**Data supplied**:
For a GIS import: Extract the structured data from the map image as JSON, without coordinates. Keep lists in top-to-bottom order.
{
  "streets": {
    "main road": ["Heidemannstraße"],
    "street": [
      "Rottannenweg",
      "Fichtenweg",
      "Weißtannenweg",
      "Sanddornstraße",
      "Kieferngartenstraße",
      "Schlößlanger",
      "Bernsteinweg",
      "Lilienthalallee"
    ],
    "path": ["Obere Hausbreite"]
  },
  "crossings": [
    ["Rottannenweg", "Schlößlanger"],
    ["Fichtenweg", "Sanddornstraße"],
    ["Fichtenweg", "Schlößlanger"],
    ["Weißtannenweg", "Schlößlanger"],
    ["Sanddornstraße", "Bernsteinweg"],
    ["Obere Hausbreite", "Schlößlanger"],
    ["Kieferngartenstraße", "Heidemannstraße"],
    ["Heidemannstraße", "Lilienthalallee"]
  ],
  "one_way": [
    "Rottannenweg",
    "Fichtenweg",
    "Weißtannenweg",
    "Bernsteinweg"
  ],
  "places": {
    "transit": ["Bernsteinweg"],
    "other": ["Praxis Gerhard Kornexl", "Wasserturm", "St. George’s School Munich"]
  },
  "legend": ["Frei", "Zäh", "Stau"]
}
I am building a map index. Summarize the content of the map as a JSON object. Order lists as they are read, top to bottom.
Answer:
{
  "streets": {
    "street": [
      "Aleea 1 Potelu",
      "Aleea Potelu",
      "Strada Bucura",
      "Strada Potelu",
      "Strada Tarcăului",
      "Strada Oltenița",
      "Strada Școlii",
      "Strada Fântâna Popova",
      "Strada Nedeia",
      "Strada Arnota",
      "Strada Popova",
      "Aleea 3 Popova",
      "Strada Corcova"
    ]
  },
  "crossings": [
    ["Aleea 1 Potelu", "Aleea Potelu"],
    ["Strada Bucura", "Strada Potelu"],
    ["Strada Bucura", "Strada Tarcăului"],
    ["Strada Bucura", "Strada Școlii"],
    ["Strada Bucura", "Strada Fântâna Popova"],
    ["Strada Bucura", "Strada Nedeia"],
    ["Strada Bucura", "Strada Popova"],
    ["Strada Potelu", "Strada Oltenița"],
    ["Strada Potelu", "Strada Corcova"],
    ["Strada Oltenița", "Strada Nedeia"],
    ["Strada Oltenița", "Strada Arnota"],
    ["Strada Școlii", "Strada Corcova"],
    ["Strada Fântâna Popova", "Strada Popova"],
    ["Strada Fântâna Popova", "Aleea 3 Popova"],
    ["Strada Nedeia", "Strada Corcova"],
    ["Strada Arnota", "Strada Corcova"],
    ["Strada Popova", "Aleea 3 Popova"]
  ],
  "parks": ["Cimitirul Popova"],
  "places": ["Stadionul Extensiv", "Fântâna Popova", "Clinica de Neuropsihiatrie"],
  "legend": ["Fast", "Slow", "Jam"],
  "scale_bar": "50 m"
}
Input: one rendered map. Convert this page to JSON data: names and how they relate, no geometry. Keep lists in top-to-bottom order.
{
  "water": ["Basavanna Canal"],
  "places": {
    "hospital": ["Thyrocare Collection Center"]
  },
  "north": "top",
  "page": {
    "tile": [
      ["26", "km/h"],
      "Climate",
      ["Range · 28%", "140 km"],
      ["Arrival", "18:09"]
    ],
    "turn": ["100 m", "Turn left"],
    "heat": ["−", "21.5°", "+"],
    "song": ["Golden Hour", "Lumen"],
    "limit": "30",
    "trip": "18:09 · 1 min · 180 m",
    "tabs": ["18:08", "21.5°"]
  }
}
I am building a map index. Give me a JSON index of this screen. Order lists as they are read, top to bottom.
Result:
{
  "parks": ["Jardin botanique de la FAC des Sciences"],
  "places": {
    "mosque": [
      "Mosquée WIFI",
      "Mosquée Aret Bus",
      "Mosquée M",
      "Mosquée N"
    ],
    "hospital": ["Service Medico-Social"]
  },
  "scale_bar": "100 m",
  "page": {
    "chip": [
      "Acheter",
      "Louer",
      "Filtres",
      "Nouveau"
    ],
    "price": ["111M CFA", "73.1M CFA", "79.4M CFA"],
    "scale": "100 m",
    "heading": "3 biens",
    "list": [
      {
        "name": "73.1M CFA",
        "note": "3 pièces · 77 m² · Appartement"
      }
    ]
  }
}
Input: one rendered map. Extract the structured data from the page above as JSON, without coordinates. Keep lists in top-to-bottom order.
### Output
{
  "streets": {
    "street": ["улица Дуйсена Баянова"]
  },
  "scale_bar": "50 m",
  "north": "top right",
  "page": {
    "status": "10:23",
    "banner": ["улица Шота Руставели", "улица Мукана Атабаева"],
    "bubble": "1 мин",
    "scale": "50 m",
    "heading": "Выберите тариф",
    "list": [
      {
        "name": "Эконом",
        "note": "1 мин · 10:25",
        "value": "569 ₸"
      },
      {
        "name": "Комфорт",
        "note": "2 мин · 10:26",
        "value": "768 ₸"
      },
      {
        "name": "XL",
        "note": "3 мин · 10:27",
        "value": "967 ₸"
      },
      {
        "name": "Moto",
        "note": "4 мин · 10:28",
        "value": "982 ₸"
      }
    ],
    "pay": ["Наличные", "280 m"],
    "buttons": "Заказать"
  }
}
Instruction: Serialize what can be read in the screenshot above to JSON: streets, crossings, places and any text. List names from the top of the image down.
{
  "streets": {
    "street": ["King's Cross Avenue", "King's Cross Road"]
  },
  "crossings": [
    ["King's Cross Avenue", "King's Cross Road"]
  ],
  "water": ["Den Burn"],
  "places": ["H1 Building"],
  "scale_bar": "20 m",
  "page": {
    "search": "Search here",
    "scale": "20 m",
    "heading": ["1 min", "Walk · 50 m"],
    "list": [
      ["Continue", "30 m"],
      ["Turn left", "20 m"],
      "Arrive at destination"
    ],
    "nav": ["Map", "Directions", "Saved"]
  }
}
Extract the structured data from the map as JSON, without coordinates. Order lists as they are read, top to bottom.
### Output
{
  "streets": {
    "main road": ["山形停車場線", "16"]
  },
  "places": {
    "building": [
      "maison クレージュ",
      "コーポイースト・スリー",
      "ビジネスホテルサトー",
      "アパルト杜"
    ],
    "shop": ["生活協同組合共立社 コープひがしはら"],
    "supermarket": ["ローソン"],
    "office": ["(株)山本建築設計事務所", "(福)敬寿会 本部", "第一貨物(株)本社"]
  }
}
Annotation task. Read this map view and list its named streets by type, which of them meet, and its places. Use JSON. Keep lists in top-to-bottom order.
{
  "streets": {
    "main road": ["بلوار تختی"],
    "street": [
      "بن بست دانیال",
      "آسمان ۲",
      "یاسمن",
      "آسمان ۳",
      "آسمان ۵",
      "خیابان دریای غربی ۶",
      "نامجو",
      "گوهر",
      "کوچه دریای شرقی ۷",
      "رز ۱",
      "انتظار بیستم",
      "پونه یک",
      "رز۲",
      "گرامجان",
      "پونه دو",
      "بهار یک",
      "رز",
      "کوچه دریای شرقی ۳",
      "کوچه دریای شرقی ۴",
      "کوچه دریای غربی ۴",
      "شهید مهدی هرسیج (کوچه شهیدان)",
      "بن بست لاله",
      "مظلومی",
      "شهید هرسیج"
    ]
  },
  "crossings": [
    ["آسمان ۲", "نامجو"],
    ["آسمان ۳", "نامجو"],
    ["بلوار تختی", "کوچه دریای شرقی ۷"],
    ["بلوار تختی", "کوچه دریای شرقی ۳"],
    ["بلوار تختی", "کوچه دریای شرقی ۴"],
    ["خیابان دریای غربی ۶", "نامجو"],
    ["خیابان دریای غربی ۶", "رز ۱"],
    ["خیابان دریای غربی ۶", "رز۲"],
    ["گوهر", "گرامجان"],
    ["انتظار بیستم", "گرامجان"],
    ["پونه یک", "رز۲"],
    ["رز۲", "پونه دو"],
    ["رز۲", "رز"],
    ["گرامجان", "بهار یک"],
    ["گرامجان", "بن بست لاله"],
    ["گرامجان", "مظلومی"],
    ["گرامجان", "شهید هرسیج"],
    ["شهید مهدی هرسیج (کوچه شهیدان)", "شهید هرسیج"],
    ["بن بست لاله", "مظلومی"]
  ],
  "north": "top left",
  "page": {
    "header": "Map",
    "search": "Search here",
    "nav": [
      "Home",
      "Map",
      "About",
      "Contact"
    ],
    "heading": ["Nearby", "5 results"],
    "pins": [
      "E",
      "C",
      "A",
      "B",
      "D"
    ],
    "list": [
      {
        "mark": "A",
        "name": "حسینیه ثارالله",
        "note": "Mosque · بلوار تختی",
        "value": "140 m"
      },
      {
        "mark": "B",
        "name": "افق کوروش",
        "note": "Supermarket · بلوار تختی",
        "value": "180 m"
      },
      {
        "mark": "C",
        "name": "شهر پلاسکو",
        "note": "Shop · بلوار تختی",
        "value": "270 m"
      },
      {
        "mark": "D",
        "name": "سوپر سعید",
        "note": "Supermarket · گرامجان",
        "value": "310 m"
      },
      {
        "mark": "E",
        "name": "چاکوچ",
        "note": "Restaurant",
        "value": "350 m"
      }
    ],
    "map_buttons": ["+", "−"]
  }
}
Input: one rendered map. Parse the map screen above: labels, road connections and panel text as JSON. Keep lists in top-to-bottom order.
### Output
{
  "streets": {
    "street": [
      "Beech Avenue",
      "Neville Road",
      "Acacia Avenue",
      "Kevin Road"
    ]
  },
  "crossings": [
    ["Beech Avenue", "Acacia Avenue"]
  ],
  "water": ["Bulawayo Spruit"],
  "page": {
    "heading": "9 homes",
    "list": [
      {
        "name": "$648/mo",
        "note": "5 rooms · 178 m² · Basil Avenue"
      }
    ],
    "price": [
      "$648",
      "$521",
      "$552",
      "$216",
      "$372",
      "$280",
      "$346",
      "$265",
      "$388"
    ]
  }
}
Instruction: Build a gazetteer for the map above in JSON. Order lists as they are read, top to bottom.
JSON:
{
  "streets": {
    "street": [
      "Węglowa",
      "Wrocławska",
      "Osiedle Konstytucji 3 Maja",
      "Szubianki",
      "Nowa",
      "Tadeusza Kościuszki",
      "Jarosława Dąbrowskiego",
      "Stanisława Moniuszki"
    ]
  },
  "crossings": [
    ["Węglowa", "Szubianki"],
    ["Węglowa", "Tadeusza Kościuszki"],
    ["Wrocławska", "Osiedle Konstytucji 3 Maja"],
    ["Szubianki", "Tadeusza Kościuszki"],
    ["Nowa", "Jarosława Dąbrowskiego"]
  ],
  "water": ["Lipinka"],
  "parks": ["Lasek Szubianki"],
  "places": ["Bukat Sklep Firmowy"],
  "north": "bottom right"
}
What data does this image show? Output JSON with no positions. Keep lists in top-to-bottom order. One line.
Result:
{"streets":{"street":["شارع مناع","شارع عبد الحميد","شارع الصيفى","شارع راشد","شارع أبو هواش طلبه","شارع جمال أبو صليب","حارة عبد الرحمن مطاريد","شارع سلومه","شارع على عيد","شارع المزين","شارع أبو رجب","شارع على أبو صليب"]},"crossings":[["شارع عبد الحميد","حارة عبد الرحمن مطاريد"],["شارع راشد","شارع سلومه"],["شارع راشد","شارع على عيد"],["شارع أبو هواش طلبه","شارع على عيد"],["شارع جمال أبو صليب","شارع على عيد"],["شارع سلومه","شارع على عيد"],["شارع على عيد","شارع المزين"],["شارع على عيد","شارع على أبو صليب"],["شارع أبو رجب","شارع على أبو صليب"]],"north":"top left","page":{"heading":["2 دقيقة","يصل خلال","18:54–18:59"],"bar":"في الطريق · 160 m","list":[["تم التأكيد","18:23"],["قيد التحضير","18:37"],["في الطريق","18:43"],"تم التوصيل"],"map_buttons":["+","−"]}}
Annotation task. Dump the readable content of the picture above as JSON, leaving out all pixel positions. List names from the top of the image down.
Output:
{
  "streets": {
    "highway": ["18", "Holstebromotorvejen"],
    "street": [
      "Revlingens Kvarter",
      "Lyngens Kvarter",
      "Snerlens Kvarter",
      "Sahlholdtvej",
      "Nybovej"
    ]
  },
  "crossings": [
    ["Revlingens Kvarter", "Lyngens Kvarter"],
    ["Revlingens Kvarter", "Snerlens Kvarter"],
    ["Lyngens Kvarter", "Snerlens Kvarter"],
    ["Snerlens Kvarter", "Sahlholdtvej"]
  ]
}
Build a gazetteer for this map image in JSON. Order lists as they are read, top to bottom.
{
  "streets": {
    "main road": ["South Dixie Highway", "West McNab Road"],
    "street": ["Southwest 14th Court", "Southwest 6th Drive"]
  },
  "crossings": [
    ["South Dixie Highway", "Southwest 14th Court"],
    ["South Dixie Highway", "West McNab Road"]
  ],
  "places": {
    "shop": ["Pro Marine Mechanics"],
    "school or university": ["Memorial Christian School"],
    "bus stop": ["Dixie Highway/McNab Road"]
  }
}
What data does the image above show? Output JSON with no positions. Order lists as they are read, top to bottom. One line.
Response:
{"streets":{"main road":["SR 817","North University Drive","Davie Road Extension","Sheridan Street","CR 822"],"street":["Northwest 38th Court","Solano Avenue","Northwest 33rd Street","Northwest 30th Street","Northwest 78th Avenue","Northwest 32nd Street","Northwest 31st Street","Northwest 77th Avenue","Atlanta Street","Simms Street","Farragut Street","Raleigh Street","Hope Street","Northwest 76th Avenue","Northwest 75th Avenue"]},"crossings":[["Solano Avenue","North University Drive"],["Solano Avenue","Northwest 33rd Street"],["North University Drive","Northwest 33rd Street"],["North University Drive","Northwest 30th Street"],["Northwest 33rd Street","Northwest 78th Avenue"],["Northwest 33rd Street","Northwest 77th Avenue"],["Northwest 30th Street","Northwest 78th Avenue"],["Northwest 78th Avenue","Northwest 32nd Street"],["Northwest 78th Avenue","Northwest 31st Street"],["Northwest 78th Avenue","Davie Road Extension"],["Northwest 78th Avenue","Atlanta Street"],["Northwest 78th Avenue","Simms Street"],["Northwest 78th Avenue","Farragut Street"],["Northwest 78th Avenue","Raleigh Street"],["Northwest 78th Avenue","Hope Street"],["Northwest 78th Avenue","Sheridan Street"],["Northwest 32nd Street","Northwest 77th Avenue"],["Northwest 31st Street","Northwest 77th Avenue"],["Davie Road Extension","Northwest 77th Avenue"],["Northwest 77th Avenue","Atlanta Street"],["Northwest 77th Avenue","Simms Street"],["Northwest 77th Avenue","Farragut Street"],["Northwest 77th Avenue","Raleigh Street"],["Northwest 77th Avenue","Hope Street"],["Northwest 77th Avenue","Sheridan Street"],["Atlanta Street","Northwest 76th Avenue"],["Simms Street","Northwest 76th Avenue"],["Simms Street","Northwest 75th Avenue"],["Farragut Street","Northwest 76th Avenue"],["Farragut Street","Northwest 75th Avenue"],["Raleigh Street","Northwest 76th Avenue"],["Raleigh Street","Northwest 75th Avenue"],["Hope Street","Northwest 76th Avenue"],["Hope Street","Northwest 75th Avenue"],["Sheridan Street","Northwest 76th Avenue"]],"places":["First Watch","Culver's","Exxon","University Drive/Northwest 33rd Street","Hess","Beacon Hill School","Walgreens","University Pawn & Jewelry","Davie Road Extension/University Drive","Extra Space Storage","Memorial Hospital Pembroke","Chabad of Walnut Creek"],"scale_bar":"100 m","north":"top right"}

**Assigned task**: Every line from the data above that contains "Acacia" must appear in the answer.

**Response**:
      "Acacia Avenue",
    ["Beech Avenue", "Acacia Avenue"]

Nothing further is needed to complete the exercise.